Wednesday, January 11, 2012

Round three= Stephen Leslie

The first poem I read was "her voice" which I thought was very creative. I love a twist on a poem about a very random object. The form of a Haibun is very new to me and the style is very different. In the line where it states "sometimes I wish she was more cordial, but our relationship is all business" it brings me to a new thought about a GPS and what a relationship is between a driver and the GPS. Drivers do depend on GPS's, probably more then they think and this poem really shows the connection between the two. I like the style of a Haibun; it explains the topic or thought more then just a haiku. It gets deeper then three lines in a poem. I can understand and expand on the topic. 
In the next poem "Joe" at the end where it states "cold black granite walls, the Vietnam Memorial, I touch Joe's name" I would have never known the background information about Joe or what Joe means to the writer. I like Haibuns better then regular Haikus because it expands on the topic and also leads up to what the Haiku is about. If the poem didn’t have the prose in the beginning, I would have never understood what led up to going to the Memorial wall. 
In the poem "red-tailed hawk" I have learned that Haibuns can go from an electronic to something in nature and anything in between. I really wonder what made him pull over to have a formal funeral for the hawk? If I just read the Haiku at the end, I would have no idea what was going on at the time. There are a million possibilities that the poem could have been connected to. But with the beginning part, I then begin to understand what led up to this moment. Haibuns seem to have a better connection and a deeper level of understanding to the topic then a regular Haiku. 

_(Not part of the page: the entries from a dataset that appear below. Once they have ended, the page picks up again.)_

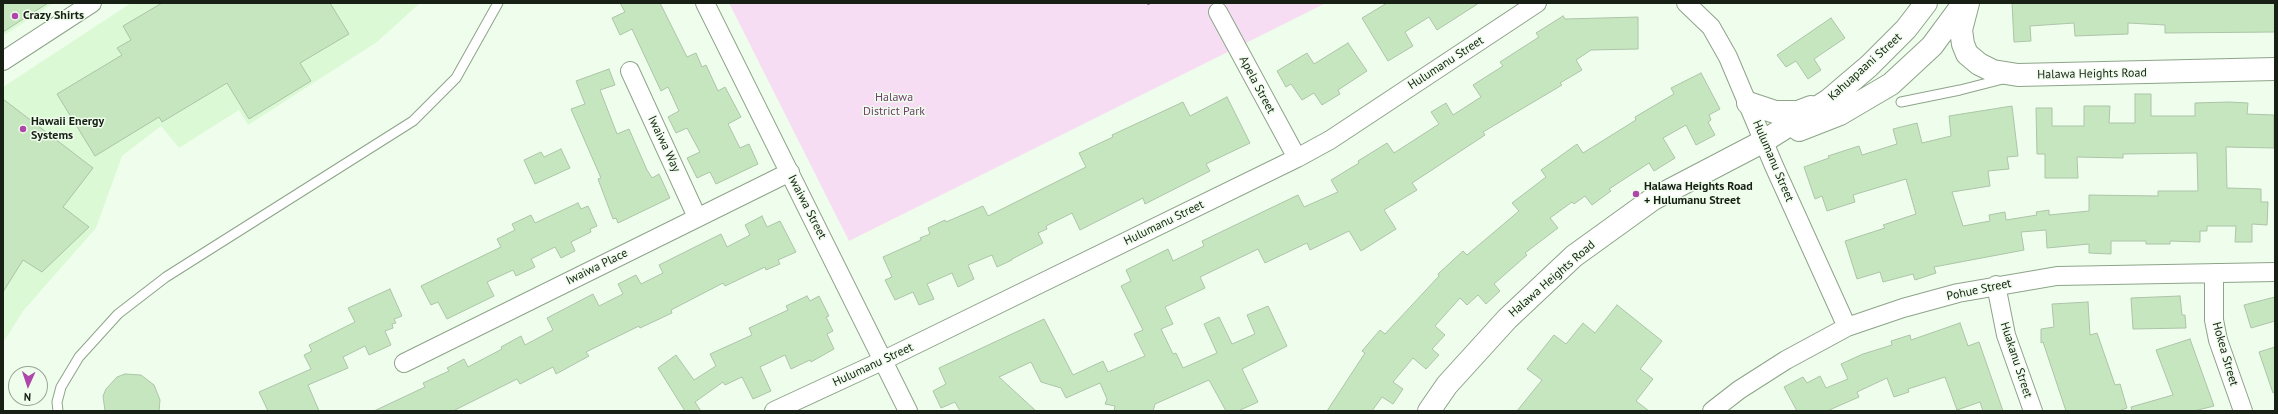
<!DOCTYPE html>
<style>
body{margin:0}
#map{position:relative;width:2278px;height:414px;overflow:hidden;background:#effeec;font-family:"PT Sans",sans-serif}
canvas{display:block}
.frame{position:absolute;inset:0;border:4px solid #182016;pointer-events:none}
.north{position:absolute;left:8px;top:366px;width:40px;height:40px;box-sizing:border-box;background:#effeec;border:1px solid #99a596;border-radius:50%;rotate:183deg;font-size:11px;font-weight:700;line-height:16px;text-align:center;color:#182016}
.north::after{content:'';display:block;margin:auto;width:14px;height:18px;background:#af47aa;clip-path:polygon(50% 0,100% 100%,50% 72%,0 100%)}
</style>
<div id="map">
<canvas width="2278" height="414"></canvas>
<div class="frame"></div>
<div class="north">N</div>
</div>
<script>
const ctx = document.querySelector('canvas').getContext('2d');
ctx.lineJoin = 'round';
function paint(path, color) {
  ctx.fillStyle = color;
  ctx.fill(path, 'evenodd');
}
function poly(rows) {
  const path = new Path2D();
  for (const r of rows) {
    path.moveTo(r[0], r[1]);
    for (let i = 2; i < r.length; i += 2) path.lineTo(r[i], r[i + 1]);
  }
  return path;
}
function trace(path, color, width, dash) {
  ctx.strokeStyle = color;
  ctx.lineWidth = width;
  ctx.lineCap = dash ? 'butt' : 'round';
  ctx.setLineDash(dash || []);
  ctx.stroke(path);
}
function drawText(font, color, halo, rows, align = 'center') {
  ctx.font = font + ' "PT Sans",sans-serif';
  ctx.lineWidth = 3;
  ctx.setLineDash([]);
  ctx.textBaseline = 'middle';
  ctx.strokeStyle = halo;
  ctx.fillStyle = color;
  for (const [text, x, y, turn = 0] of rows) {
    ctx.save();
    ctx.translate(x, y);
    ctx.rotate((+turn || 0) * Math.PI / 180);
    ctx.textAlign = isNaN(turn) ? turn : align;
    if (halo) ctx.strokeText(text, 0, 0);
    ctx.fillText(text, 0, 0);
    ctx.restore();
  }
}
const built = poly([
 [3,3,54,3,3,36],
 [131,3,420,3,377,42,248,125,239,110,179,148,161,126,122,156,96,228,23,311,3,343,3,87]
]);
const green = poly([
 [729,3,1326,3,849,241]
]);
const building = poly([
 [3,3,48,3,3,32,3,3],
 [162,3,330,3,349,34,300,63,311,81,249,119,227,83,162,122,159,117,95,156,57,94,122,55,117,48,131,40,123,26,162,3],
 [620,3,660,3,687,57,696,53,702,67,706,65,718,91,725,87,741,117,728,124,740,148,749,144,758,164,716,184,710,172,697,178,687,158,700,152,687,128,676,133,668,117,679,111,668,87,661,91,632,29,620,35,612,18,625,12,620,3],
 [1387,3,1479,3,1437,30,1429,17,1405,32,1413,46,1388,61,1362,18,1387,3],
 [2012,3,2275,3,2275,32,2165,33,2165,25,2128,23,2128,34,2075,36,2074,23,2030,26,2031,41,2014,42,2012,3],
 [1563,16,1565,19,1638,17,1638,49,1591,50,1576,60,1582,70,1560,83,1562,85,1483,132,1485,135,1412,183,1417,190,1384,210,1396,229,1361,251,1349,231,1310,250,1307,243,1265,263,1258,249,1200,277,1205,288,1165,307,1173,324,1161,329,1173,354,1176,353,1183,368,1217,353,1204,324,1219,317,1232,344,1255,334,1247,315,1268,306,1287,346,1242,369,1258,402,1238,411,1226,411,1209,380,1155,404,1153,411,1114,411,1115,406,1105,404,1107,399,1100,383,1066,398,1061,388,1041,382,1031,362,999,377,1036,411,960,411,955,402,941,408,933,391,946,384,939,368,1044,319,1073,375,1103,361,1108,372,1145,356,1134,334,1143,330,1121,286,1131,281,1126,270,1168,249,1173,261,1204,246,1202,241,1298,195,1304,207,1338,192,1331,180,1359,163,1358,161,1387,143,1394,153,1439,124,1431,112,1446,103,1453,115,1481,97,1473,85,1503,66,1500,62,1539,37,1536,33,1563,16],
 [1831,18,1845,38,1814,59,1821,70,1808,79,1796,61,1786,67,1777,55,1831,18],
 [1348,43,1367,71,1338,90,1340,94,1322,105,1314,93,1302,100,1291,84,1286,87,1277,71,1307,53,1314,64,1348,43],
 [609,69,615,85,600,90,617,134,629,129,647,170,652,178,659,174,670,198,618,223,616,218,613,219,598,179,601,178,571,109,585,104,576,81,609,69],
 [1701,73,1720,109,1709,115,1711,120,1708,122,1715,135,1696,145,1686,125,1663,138,1675,158,1654,171,1649,163,1609,189,1611,191,1592,205,1585,196,1574,204,1572,202,1550,218,1558,228,1525,253,1527,255,1494,284,1500,291,1486,304,1478,295,1467,305,1460,298,1435,326,1445,335,1432,349,1439,355,1426,369,1413,358,1393,382,1403,389,1393,404,1382,397,1372,411,1327,411,1365,353,1362,351,1380,330,1385,334,1439,276,1438,274,1463,251,1467,255,1519,211,1512,203,1546,177,1541,170,1577,144,1583,153,1636,120,1635,117,1674,94,1671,88,1701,73],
 [2135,94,2151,94,2151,116,2195,116,2195,103,2229,102,2248,103,2247,114,2274,115,2274,148,2226,147,2227,188,2261,189,2261,202,2268,202,2267,225,2252,224,2252,242,2235,242,2236,226,2207,226,2207,231,2200,231,2200,242,2170,241,2170,244,2146,244,2146,241,2111,241,2111,254,2089,253,2089,244,2047,248,2046,230,2021,232,2024,250,1934,267,1936,273,1915,280,1913,274,1883,282,1880,272,1857,279,1845,241,1885,228,1883,225,1916,214,1906,179,1853,195,1855,202,1827,211,1822,196,1815,199,1804,167,1829,158,1828,156,1859,146,1862,155,1897,144,1893,129,1917,123,1922,143,1951,136,1949,116,2012,106,2018,156,2007,157,2009,169,1988,171,1990,186,1952,192,1963,226,1990,221,1989,215,2005,212,2006,220,2037,215,2036,212,2049,210,2049,215,2089,211,2089,195,2158,196,2158,191,2198,191,2197,153,2123,154,2123,158,2077,157,2078,178,2045,178,2045,154,2037,154,2036,108,2052,108,2052,126,2084,126,2084,106,2110,106,2109,123,2135,123,2135,94],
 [1227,97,1250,143,1206,164,1210,171,1145,204,1143,198,1080,230,1072,213,1046,226,1047,229,1038,233,1043,243,1012,259,1012,260,997,267,992,255,968,265,974,279,958,287,952,273,927,284,934,299,919,305,913,292,895,300,885,280,892,277,883,257,921,240,920,238,930,234,928,228,945,220,946,222,983,206,988,216,1086,167,1079,153,1113,137,1112,135,1183,102,1190,116,1227,97],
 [3,99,93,168,63,207,89,227,42,272,23,260,3,292,3,99],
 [561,149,570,168,535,184,524,160,541,152,544,157,561,149],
 [578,203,581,209,588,206,597,226,590,229,591,232,571,242,575,251,561,258,555,247,531,259,535,267,516,276,513,270,487,282,494,296,447,319,438,302,431,305,421,286,501,247,497,239,515,230,512,224,531,215,535,223,578,203],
 [762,216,767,227,780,221,796,252,778,260,780,264,766,270,765,267,725,286,723,283,671,310,672,313,640,328,639,326,586,352,589,356,556,374,553,367,520,384,517,379,453,411,374,411,425,387,423,383,449,371,447,368,464,359,468,367,502,349,501,347,521,336,525,345,553,330,547,318,593,294,599,306,623,294,618,284,636,275,641,284,663,273,659,265,721,234,727,247,750,235,745,225,762,216],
 [390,289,402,316,394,319,396,323,392,324,393,328,385,331,391,345,369,355,365,346,343,357,348,368,308,385,319,411,268,411,259,392,311,369,304,355,312,351,309,345,355,322,348,308,390,289],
 [807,296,810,301,819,296,829,316,826,317,833,331,827,334,834,349,811,362,810,360,791,369,785,355,760,367,771,391,753,399,742,377,725,385,723,382,695,402,701,411,685,411,658,368,676,355,694,380,716,366,710,354,752,335,749,328,788,310,786,306,807,296],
 [2180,296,2182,315,2185,315,2186,328,2133,329,2131,298,2180,296],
 [2275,297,2275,321,2251,328,2244,305,2275,297],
 [2088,302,2090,335,2097,333,2115,385,2120,384,2127,408,2119,411,2066,411,2043,342,2041,343,2041,329,2054,327,2052,304,2088,302],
 [1617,305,1662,341,1640,369,1653,379,1636,401,1649,411,1517,411,1542,380,1527,369,1554,335,1566,344,1583,323,1595,333,1617,305],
 [1960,323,1968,346,1979,342,2003,411,1983,411,1980,402,1957,410,1945,377,1908,389,1909,392,1894,397,1887,378,1857,392,1859,397,1827,411,1797,411,1784,387,1803,377,1807,383,1820,376,1826,388,1848,379,1841,364,1863,354,1892,345,1891,341,1910,335,1911,340,1960,323],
 [2190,339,2214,406,2194,411,2132,411,2131,407,2173,395,2156,350,2190,339],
 [2275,347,2275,392,2273,393,2259,352,2275,347],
 [125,374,141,375,154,385,160,400,159,411,105,411,103,396,106,389,117,377,125,374]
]);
const path = poly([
 [1148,3,1149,5]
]);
const service = poly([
 [1901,102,1960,90,2003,79],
 [58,411,57,402,61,387,79,357,118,314,166,277,413,121,456,78,498,3]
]);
const minor = poly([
 [705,3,908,411],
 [1686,3,1711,27,1728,57,1774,166,1847,327],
 [1218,12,1297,158],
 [3,61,92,3],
 [630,71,697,217],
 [2214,273,2214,320,2218,340,2243,411],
 [1996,285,2006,335,2033,411],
 [404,363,790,172],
 [774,411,884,360,1297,158,1330,140,1537,3],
 [1712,411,1739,390,1786,360,1847,327,1903,308,1958,293,2057,276,2275,272]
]);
const tertiary = poly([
 [1968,3,1961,30,1963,44,1967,54,1979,64,1993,71,2018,75,2275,69],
 [1748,103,1775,112,1798,112,1811,107],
 [1799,130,1840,114,1891,84,1932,46,1963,4],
 [1429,411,1447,385,1507,319,1574,256,1653,199,1764,141,1829,100,1869,66,1906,29,1926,3]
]);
const markers = [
 [15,16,4,"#af47aa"],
 [23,129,4,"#af47aa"],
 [1636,194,4,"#af47aa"]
];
const poiNames = [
 ["Crazy Shirts",23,16],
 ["Hawaii Energy",31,122],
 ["Systems",31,136],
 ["Halawa Heights Road",1644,187],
 ["+ Hulumanu Street",1644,201]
];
const streetNames = [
 ["Hulumanu Street",1446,63,-33],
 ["Kahuapaani Street",1865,67,-42],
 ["Halawa Heights Road",2092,74,-1],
 ["Apela Street",1257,85,62],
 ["Iwaiwa Way",664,144,65],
 ["Hulumanu Street",1773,161,67],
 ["Iwaiwa Street",807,207,63],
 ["Hulumanu Street",1164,223,-26],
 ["Iwaiwa Place",597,267,-26],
 ["Halawa Heights Road",1552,279,-41],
 ["Pohue Street",1979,290,-12],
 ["Hokea Street",2225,354,74],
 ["Huakanu Street",2016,360,72],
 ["Hulumanu Street",873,365,-25]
];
const parkNames = [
 ["Halawa",894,98],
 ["District Park",894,112]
];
paint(built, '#dbf9d5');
paint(green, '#f6ddf3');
paint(building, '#c6e6bf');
trace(building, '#acc4a8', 1);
trace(service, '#8da489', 11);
trace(minor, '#8da489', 20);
trace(tertiary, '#8da489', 24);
trace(path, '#828d7f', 2.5, [2, 3]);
trace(service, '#fff', 9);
trace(minor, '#fff', 18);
trace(tertiary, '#fff', 22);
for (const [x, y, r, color] of markers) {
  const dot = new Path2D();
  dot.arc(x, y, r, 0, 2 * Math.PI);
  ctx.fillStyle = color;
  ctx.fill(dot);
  trace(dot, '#effeec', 1.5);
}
drawText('bold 12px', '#182016', '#effeec', poiNames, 'left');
drawText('12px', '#182016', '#effeec', streetNames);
drawText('12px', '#71406d', '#effeec', parkNames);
</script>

In the last poem "elevator music” where it states, "Called to the hospital, no family present, I was alone with the dying patient, a women in her eighties." I was wondering who is this woman? The writer didn’t seem to have a deeper connection with the woman besides being an acquaintance. Why was he called to the hospital? This last poem didn’t seem to explain the topic on a deeper level then the other three poems. However, if I just read the Haiku, I wouldn’t have a clue to what the story was behind this. 

my attempt at a Haibun:
as the blank paper stares back at me, my pencil rolls over my fingers. my mind debating where the inception is. the chipped yellow paint of the pencil reflects the warm glow from the dining room chandelier. the tip perfectly pointed to reveal the soft, gray lead. the eraser slightly grayed from the aggressive rubbing against the paper. draw and redraw, sketch and resketch, line after line, shadow after shadow. shifting my position in the chair to keep the creative juices flowing. music saturates the air with different genres, bringing out different emotions that reflect in the piece. eyes darting back and forth to every corner of the paper. 

lines connect together
revealing the image as one
drawing and painting



when did you first hear about the style of Haibun?
when your writing, do you try to have a certain rhythm?
what made you pull over to see the red-tailed hawk?